Develop Emotional Competency: Understand and manage your own emotions in order to determine and interpret these emotions in others.

Step 2. Engage

Take action that is appropriate to your personality and interests. There is no fixed course of engagement, but here are a few key activities.

Group Play: Empathy begins on the playground, where imagination is permitted to run free, where kids learn to solve their own issues and enforce their own rules.

Storytelling: Stories challenge our preconceptions, enabling us to wear the shoes of those whose experiences are different from our own.

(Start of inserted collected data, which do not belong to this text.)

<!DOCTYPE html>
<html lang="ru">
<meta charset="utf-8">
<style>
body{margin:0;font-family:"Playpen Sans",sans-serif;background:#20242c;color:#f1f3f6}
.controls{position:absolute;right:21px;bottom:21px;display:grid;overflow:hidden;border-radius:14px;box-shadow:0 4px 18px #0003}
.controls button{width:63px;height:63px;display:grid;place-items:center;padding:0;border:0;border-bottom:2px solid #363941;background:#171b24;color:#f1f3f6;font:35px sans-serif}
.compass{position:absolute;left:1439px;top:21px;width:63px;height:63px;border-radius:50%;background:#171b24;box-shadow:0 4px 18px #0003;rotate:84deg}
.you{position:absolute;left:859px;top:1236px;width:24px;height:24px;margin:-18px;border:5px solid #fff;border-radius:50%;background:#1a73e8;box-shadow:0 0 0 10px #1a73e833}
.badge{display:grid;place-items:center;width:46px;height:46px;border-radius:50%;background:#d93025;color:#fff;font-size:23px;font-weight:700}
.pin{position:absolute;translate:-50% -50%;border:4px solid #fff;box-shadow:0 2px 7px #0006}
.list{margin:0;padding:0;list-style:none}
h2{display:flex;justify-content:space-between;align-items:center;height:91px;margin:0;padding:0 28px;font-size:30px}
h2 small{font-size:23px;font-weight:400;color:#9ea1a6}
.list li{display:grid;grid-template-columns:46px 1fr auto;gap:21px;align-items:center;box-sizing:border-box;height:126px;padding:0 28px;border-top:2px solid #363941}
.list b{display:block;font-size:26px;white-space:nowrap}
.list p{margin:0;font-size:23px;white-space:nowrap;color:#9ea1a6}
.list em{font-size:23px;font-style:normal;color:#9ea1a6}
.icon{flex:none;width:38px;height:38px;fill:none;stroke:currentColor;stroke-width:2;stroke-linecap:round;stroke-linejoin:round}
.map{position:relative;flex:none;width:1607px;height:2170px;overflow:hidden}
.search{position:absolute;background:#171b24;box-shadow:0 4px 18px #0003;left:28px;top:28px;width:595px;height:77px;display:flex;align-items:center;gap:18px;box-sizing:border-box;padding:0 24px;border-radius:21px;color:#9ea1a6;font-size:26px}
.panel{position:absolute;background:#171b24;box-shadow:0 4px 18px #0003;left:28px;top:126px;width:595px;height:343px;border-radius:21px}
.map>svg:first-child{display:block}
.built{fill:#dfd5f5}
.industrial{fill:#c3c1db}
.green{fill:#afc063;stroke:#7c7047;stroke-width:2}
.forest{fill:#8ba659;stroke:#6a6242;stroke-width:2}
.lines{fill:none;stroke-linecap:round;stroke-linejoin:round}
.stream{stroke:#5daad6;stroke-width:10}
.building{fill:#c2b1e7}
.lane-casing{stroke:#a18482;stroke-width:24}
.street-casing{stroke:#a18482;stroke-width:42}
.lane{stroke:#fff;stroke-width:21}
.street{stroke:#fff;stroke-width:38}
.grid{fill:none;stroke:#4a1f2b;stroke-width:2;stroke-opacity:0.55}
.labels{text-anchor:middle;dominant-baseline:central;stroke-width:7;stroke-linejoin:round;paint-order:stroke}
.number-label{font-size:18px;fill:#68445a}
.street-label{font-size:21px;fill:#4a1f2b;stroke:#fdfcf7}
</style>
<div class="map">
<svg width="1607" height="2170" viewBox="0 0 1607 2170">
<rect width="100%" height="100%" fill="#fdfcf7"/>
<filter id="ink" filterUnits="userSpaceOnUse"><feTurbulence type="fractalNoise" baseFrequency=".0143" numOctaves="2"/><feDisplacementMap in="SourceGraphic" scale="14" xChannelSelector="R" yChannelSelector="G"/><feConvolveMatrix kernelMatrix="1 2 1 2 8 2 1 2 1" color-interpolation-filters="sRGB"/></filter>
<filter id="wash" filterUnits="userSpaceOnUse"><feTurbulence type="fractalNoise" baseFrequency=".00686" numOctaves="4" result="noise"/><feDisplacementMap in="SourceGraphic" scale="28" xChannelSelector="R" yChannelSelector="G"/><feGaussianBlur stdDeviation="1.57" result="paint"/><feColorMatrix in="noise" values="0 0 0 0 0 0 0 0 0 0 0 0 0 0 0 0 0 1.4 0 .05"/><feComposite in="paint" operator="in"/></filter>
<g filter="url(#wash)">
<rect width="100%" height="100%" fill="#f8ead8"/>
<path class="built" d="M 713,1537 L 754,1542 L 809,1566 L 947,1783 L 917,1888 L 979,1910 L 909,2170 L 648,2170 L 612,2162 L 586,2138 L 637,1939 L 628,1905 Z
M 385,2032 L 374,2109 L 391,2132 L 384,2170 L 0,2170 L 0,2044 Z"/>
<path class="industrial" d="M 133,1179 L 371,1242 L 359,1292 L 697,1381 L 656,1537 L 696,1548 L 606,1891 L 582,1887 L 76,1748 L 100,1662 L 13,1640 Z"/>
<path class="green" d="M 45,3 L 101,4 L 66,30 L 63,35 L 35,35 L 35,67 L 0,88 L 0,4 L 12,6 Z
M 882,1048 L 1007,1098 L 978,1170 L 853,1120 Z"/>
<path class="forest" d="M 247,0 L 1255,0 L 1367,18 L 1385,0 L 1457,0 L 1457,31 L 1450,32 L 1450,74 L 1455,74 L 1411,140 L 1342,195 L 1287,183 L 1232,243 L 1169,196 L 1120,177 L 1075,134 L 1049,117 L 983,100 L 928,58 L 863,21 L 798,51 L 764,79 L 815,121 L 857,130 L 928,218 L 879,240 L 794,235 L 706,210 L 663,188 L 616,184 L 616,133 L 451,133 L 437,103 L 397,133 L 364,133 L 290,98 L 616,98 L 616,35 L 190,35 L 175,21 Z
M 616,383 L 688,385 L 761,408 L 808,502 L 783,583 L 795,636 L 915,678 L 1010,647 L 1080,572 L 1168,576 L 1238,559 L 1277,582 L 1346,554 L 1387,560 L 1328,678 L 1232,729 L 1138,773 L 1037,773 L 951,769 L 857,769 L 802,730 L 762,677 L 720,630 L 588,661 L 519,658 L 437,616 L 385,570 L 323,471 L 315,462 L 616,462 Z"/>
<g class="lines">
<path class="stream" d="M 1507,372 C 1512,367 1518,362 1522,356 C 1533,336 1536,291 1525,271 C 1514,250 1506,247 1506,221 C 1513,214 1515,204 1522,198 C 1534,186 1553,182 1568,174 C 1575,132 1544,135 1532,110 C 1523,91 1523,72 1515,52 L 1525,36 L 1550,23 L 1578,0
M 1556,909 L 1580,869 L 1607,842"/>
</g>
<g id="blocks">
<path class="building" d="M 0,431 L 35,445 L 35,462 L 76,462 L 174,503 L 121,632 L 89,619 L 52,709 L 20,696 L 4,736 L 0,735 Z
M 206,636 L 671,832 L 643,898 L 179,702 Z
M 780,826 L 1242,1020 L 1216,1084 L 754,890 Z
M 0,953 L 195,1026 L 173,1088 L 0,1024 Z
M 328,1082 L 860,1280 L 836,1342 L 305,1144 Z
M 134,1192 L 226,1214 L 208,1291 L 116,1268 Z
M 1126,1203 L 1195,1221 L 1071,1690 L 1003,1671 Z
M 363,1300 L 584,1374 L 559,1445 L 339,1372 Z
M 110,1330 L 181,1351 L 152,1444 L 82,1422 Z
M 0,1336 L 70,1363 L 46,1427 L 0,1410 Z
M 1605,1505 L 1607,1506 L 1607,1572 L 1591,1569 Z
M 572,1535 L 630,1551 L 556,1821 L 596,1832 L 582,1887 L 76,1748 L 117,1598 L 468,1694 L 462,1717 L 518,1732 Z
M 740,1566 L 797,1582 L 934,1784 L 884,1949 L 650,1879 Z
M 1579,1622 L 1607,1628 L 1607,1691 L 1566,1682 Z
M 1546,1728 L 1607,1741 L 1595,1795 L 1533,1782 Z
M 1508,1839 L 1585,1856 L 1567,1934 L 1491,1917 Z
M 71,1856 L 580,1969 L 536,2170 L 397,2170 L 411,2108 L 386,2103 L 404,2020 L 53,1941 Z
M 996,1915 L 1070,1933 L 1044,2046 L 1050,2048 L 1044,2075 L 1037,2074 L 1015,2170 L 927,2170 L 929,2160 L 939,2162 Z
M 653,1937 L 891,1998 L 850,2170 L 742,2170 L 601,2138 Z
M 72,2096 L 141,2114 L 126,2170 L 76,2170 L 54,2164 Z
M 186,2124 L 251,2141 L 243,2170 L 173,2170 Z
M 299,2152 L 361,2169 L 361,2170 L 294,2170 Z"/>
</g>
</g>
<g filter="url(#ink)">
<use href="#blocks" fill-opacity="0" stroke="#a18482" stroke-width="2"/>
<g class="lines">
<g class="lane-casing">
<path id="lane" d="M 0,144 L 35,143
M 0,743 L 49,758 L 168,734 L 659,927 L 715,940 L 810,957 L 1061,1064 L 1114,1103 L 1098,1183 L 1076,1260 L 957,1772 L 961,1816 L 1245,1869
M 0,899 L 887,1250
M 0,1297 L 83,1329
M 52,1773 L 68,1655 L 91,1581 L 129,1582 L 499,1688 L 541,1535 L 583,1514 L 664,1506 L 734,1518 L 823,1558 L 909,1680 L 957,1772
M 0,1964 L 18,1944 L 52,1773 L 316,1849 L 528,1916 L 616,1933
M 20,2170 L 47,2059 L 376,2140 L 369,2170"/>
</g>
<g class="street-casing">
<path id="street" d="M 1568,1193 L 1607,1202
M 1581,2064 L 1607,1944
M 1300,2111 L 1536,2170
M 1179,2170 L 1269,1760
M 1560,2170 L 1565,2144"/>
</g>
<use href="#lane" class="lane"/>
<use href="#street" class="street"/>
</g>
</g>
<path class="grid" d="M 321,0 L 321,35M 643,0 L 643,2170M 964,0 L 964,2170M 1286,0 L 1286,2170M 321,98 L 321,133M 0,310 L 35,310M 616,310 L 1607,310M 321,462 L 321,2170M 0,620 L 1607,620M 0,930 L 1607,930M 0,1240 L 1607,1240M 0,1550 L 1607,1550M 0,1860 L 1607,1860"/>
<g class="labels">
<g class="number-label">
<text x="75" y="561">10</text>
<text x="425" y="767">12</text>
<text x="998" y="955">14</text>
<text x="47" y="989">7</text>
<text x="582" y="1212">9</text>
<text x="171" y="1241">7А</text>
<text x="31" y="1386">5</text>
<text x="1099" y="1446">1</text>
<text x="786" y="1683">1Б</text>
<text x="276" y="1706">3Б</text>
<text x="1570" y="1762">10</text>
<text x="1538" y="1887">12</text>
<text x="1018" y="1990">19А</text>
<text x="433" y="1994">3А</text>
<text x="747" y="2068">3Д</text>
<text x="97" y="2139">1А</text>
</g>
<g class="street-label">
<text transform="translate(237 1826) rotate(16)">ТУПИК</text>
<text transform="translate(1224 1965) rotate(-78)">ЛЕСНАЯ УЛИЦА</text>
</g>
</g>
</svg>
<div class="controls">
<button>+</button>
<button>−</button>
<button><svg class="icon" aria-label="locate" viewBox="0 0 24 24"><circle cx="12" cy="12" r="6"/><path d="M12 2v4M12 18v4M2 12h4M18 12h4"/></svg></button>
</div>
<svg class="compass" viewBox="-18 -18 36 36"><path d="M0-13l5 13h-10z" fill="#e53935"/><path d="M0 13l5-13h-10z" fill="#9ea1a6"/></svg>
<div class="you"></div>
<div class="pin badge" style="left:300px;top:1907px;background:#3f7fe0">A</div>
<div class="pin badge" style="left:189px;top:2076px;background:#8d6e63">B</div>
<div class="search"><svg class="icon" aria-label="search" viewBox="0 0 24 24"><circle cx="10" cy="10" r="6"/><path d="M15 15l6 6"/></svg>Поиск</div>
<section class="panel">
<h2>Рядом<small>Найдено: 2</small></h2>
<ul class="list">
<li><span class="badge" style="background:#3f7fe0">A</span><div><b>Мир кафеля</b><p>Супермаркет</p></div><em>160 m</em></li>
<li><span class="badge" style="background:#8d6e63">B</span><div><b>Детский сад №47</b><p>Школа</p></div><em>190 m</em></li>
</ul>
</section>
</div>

Immersion: By immersing ourselves in others’ experiences, we learn to look beyond labels and stereotypes, and shift from projection to deep understanding.

Problem Solving: The act of collaboration creates empathy through shared challenges and victories.

Step 3. Reflect & Act

Action and reflection complete the circle, and form a vital distinction between “teaching to the test” versus internalizing knowledge and making a difference with that learning.

Identify Shared Values and Differences: As the Start Empathy road map explains, “Empathy means recognizing the shared humanity in others but also naming and appreciating differences. This is how we move from projection, where we imagine what we would do in someone else’s shoes, to empathy, where we understand and respect the decisions of another.

Instill Courage: Go beyond praising the right behaviors — proactively counteract the forces that stand in their way. This is where standing up, not just standing by, comes in.

Enable Action: Finally, give opportunities through which kids can put empathy into action and exercise pro-social behavior intended to benefit others.